From 3 to 5 years of age each little man experiences the so-called Oedipus complex - the desire to concentrate the mother's love and attention on himself, while the father is seen as a rival in the fight for this love, which awakens negative emotions in the child towards him. This situation can be considered as one of the stages of a child’s psychosexual development, at which he, using the behavioral means available to him, first declares his gender and actively demonstrates it.

From a psychological point of view, there is nothing unnatural in this, but for many fathers this behavior of their son comes as an unexpected and unpleasant surprise. And this is quite understandable, because opposition to the father can take the most various shapes- from the desire to constantly be with the mother and limit her communication with the father to open manifestations of verbal and non-verbal aggression. This behavior of a son seems unreasonable and inexplicable to most fathers: an affectionate and obedient son suddenly becomes uncontrollable and aggressive. However, there is no point in overdramatizing events - all this is temporary. Usually, by the age of 5-6 years, the Oedipus complex is resolved through the formation of stable traits of gender-role behavior inherent in a man, and the acceptance of the father as the main object to be followed.

However, it should be noted that effective resolution of the Oedipus complex, as well as the normal development of sexual identification in general, is possible only if active participation father in the boy's life. The absence of a father as an example of male gender role behavior can have far-reaching consequences for a boy, ranging from problems establishing relationships with representatives of the opposite sex to sexual disorientation and sexual problems.

Is a father really that important?

To summarize, we can conclude that the roles and functions of the father in raising a boy come down to two main responsibilities that are extremely important for him (the boy) future life.

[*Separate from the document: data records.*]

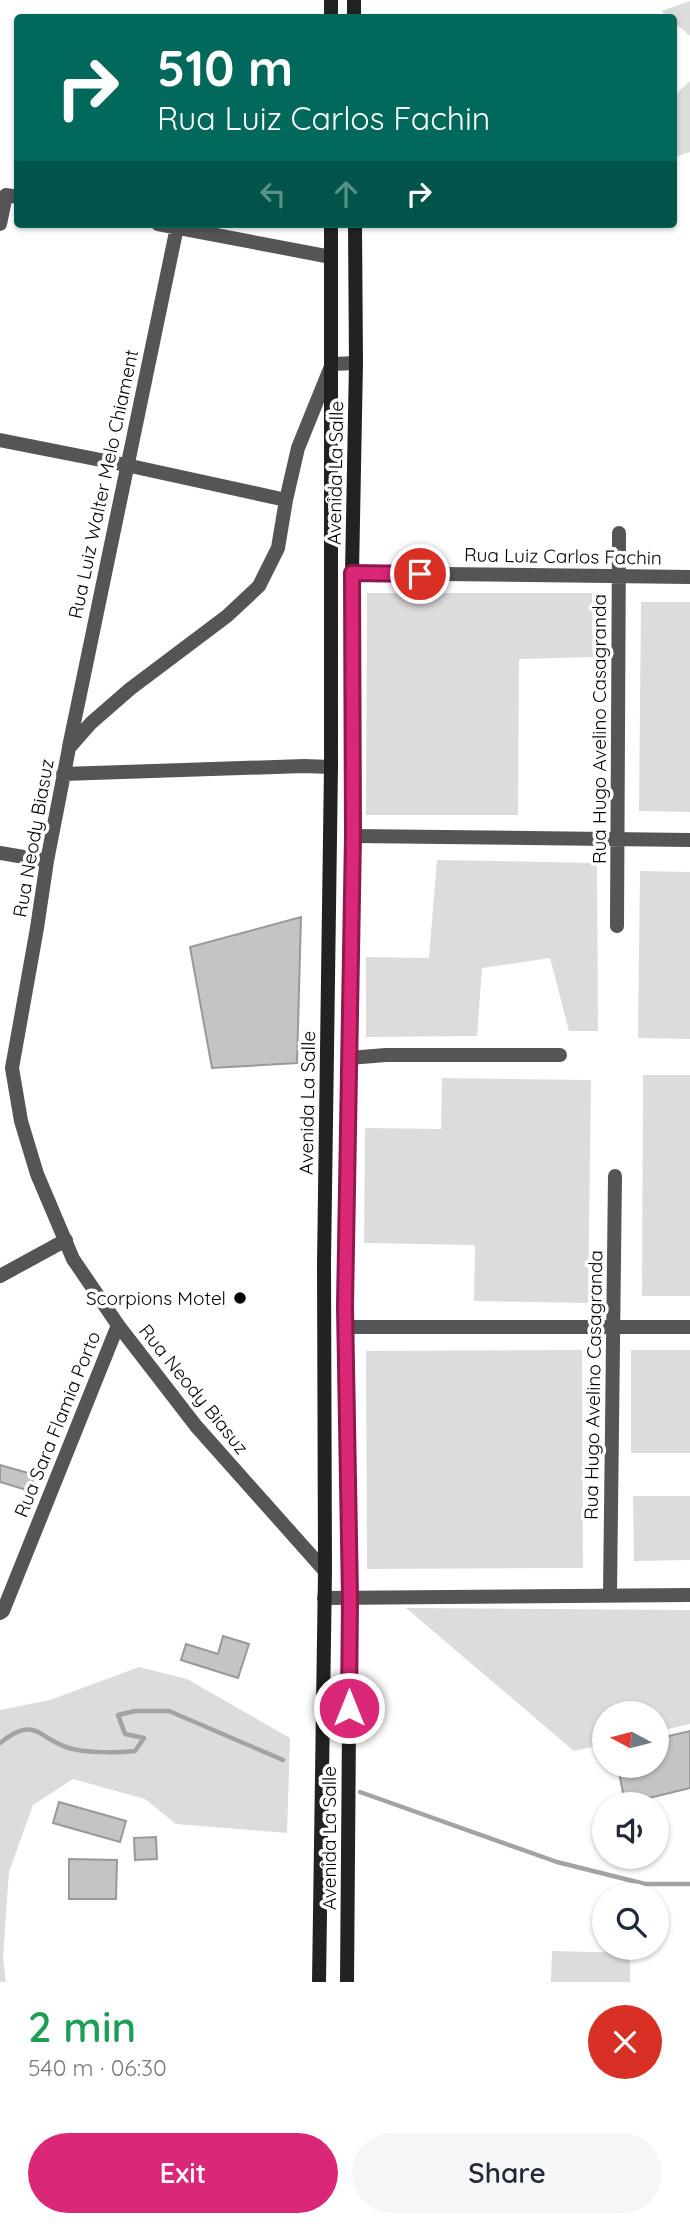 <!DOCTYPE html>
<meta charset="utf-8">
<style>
:root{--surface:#fff;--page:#f6f6f7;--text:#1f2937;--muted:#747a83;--accent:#db2777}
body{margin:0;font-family:Quicksand,sans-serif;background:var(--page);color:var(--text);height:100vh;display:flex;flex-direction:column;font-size:26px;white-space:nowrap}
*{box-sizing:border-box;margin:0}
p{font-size:23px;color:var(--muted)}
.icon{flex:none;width:38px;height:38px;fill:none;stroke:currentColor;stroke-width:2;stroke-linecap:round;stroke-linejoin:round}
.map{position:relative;height:1982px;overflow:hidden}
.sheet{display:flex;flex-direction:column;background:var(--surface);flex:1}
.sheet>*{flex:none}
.banner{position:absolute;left:14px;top:14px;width:663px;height:214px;border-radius:7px;box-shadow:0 2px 5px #0004;background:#00695c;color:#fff;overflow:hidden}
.needle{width:46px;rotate:277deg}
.fabs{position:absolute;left:592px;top:1701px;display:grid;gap:14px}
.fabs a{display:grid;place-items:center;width:77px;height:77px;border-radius:50%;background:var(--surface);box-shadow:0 2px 5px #0004;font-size:35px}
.pin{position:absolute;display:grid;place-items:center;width:60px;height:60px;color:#fff;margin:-30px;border:4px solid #fff;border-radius:50%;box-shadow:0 2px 7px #0007}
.me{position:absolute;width:77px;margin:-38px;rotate:0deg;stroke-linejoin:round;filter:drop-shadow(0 0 5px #0008)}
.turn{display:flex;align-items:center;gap:24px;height:147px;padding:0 28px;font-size:32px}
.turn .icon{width:91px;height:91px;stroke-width:2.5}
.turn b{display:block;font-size:49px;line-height:60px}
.lanes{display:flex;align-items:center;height:66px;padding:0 28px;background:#0003;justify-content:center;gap:35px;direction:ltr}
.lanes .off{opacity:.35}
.round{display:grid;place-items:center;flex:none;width:74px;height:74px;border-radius:37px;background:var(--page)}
.summary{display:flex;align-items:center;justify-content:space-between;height:119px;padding:0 28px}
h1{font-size:42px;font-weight:600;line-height:52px;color:#1e9e55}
.cta{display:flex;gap:14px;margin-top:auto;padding:14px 28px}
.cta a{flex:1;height:80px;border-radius:42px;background:var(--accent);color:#fff;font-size:28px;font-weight:600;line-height:80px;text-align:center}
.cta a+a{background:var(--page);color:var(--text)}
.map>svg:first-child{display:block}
.green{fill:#dcdcdc}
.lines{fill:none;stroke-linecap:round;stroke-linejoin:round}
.stream{stroke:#a3a3a3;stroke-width:4.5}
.building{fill:#c4c4c4;stroke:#999;stroke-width:2}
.street{stroke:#555;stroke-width:14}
.secondary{stroke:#222;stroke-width:14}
.route-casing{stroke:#8e194d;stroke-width:18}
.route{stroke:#db2777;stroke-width:12}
.poi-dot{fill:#000;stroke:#fff;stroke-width:2.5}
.labels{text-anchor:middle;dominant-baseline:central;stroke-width:7;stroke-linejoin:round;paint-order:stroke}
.street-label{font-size:19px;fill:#000;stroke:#fff}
.poi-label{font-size:19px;fill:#000;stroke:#fff;text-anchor:end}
</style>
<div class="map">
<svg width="690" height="1982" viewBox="0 0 690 1982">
<rect width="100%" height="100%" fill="#fff"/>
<!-- green -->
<path class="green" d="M690,1v35l-16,-14v-4l-5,-1 -8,-6z
M690,81v71l-16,5v-61z
M367,593h225l1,64 -74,2 -1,156h-152z
M641,602h49v210l-51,-1z
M437,860l160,3 1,168h-29l-19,-73 -68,10 -5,68 -111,1v-80l63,1z
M640,871l50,1v167l-52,-1z
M643,1075h47v221h-48z
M442,1078l149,2 -3,223 -114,-2 1,-56 -111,-2 1,-115 76,1z
M582,1350l1,218 -216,1 -1,-218z
M631,1350h59v103h-59z
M633,1496h57v64l-56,1z
M406,1608l284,2v114l-34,8v-19h-52v31l-30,7z
M139,1667l48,12 103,59 -3,95 -111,-9 -31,-25 -72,-20 -40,26 -24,67 -6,85 3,25h-6v-272l50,-10z
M552,1951l78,2v29h-79z"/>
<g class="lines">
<!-- stream -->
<path class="stream" d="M0,1743c36,-29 38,-4 69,5 15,5 49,5 66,3l9,-13 -19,-4 -7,-19 17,-4h34l114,49
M360,1792l197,70 88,22h45"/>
</g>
<!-- building -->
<path class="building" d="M301,917l-4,146 -85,5 -22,-121z
M0,1465l35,10 -5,16 -30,-9z
M223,1636l26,8 -11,34 -57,-18 5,-16 32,10z
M690,1731v57l-65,16 -7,-38h38v-27z
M59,1802l67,19 -6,21 -67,-19z
M156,1837l1,22 -22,1 -1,-22z
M69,1859l48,1 -1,39h-47z"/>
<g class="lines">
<!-- street -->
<path class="street" d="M0,224l6,-29 12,2
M158,224l173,33
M0,440l126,25 160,35
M352,573l338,4
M69,747l108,-520
M63,774l241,-8 27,1
M353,836l337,4
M0,853l47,8
M617,926l2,-393
M349,1058l37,-3h174
M0,1276l66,-36
M345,1327h345
M325,1571l-129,-145 -78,-101 -45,-66 -36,-85 -16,-53 -9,-53 25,-140 10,-67 22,-113 22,-25 39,-34 97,-73 32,-30 19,-38 8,-48 12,-52 34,-84 24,-1
M610,1594l5,-418
M324,1598l366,-3
M0,1613l3,-2 115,-286"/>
<!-- secondary -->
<path class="secondary" d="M331,0v18
M354,18v-18
M319,1982l6,-411 -1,-308 7,-496v-543
M347,1982l3,-384 -5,-334 8,-428 -1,-263 4,-210 -1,-139"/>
</g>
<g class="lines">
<!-- route casing -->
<g class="route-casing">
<path id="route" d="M349,1708l1,-110 -5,-292 8,-470 -1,-263 68,1"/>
</g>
<!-- route -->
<use href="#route" class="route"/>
</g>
<!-- markers -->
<circle class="poi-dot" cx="240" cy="1298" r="7"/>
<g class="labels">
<!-- street labels -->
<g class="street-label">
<text transform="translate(335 473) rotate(-89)">Avenida La Salle</text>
<text transform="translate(103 484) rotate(-78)">Rua Luiz Walter Melo Chiament</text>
<text transform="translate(563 556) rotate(1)">Rua Luiz Carlos Fachin</text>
<text transform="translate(599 729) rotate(-90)">Rua Hugo Avelino Casagranda</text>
<text transform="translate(33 838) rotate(-80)">Rua Neody Biasuz</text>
<text transform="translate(307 1103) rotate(-89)">Avenida La Salle</text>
<text transform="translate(593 1385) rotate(-89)">Rua Hugo Avelino Casagranda</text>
<text transform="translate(194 1389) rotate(51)">Rua Neody Biasuz</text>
<text transform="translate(57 1424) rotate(-68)">Rua Sara Flamia Porto</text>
<text transform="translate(329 1838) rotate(-90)">Avenida La Salle</text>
</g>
<!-- poi labels -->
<g class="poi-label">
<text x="226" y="1298">Scorpions Motel</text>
</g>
</g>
</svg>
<div class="fabs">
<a><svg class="needle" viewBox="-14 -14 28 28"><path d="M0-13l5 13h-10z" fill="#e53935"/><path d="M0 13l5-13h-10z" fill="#747a83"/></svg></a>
<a><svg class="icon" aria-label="sound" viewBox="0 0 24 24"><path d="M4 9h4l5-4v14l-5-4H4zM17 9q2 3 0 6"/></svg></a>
<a><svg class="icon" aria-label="search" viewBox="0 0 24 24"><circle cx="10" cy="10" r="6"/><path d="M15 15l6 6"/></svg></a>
</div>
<div class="pin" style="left:420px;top:574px;background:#d93025"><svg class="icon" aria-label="arrive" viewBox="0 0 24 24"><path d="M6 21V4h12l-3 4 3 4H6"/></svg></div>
<svg class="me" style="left:349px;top:1708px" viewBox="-20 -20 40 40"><circle r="17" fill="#db2777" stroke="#fff" stroke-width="3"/><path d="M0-11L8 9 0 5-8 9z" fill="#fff"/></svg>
<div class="banner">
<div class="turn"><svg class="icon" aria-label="right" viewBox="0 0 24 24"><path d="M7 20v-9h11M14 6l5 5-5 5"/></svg><div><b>510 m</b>Rua Luiz Carlos Fachin</div></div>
<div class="lanes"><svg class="icon off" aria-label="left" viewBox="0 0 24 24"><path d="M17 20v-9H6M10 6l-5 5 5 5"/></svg><svg class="icon off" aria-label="ahead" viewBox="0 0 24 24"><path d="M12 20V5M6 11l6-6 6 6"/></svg><svg class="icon" aria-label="right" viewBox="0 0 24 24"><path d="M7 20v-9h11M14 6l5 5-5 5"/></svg></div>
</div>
</div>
<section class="sheet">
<div class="summary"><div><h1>2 min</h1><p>540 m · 06:30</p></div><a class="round" style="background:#d93025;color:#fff"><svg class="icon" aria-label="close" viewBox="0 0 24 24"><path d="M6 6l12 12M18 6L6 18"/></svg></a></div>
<div class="cta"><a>Exit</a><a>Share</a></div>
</section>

The father introduces the child to the world of social relations, teaches him to adequately perceive and evaluate himself and others, and contributes to the formation of his son as a representative of the male subculture. All this determines personal and social development boy.

The father helps his son understand himself as a man, which predetermines normal mental development boy and prevents problems in gender relations.

A man’s non-participation in performing these most important functions can be a source of a wide variety of problems in a boy’s life:

He may become an outcast among his peers, acquiring the label " mama's boy", only because before his eyes there was no example of masculine behavior, a masculine way of solving life's problems;

A boy can become the subject of ridicule due to ignorance of any realities of the male subculture;

His communication with representatives of the opposite sex can also be burdened by a large number of problems due to the inability to make contacts and build a system of relationships.

The roots of all these difficulties usually lie in the fact that at appropriate moments in the development of his son, the father did not pay the necessary attention to his upbringing, considered a simple sincere conversation with his son unnecessary, or, as most often happens, there was simply not enough time for this. IN modern world fathers of families often see their duty as ensuring the material well-being of the family - and this in no way can be considered incorrect. The problem is that the father’s role in the family, especially in raising a boy, is not limited to this. The lack of material resources is perceived very painfully, but the lack of paternal upbringing can simply have catastrophic consequences for the boy’s future life. That is why, despite all the difficulties and adversities, a loving father must remember that the happiness of his son depends not so much on the material resources that the father invested in his child, but on how effectively he, the father, coped with his educational functions.